Table 1. Baseline patient characteristics applied in the model.

Characteristic	Value
Current age (years)	54.90*
Proportion female	0.39
Duration of type 2 diabetes mellitus (years)	6.20*
Height (meters)	1.68
Proportion Afro-Caribbean	0.08
Proportion smokers	0.31
HbA1c (glycosylated hemoglobin, %)	7.50**
Total cholesterol (mg/dL)	207.69
High-density lipoprotein cholesterol (mg/dL)	41.15
Systolic blood pressure (mmHg)	129.70*
Weight (kg)	92.10*

Source: UKPDS^33,20, except *Kayaniyil et al.⁸, and **NICE¹⁹.

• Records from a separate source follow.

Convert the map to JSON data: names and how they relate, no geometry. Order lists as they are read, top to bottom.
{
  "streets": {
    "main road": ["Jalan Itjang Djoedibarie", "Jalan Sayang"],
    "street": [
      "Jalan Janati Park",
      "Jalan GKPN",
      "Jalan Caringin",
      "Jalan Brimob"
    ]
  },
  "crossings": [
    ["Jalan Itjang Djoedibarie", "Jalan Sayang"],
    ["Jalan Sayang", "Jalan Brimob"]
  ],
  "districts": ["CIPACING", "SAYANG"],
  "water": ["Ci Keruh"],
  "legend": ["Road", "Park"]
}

Treatment-specific reductions in HbA1c were sourced from the NMA and are shown in Table 2. Treatment-specific probabilities of nausea and treatment discontinuation due to AE were also sourced from the NMA and applied during the first model cycle (Table 2). The level of body mass index (BMI) has been shown to impact health-related quality-of-life²¹. In the model, treatment-specific effects on body weight were applied in the first year of the simulation (Table 2). For instance, exenatide QW was associated with a weight change of −2.04 kg. It was assumed that this effect was maintained for 4 years, which was substantiated by the 6-year results from the extension of the DURATION-1 study²² and the final 3-year follow-up of the DURATION-3 study²³. After the period of weight maintenance, it was assumed that the initial weight loss would be fully regained in a linear manner within 1 year, with weight returning to its baseline value at the time of switch to treatment with NPH insulin. For other GLP-1 RAs a similar assumption was made; an initial weight loss in the first year of the simulation (Table 2), a period of weight maintenance while on treatment, and initial weight loss fully regained within 1 year, with weight returning to its baseline value at the time of switch to NPH insulin. The weight gain associated with NPH insulin (Table 2) was assumed not be lost in subsequent years.

Table 2. Treatment efficacy and tolerability applied in the model.

	EQW	DULA	LIRA 1.2	LIRA 1.8	LIXI	NPH
ΔHbA1c (glycosylated hemoglobin, %)	−1.34	−1.34	−0.96	−1.28	−0.75	−0.54
ΔWeight (kg)	−2.04	−2.38	−2.72	−3.09	−1.84	1.703
Discontinuation due to adverse event*	0.063	0.140	0.120	0.130	0.030	NA
Nausea as adverse event*	0.240	0.520	0.440	0.490	0.310	NA
Symptomatic hypoglycemia#	NA	NA	NA	NA	NA	10.922
Severe hypoglycemia∼	NA	NA	NA	NA	NA	0.02

Source: Kayaniyil et al.⁸, except NPH¹⁹.

EQW, exenatide 2 mg QW; DULA, dulaglutide 1.5 mg QW; LIRA 1.2, liraglutide 1.2 mg QD; LIRA 1.8, liraglutide 1.8 mg QD; LIXI, lixisenatide 20 μg QD; NPH, Neutral Protamine Hagedorn insulin; NA, Not available; Δ, change from baseline.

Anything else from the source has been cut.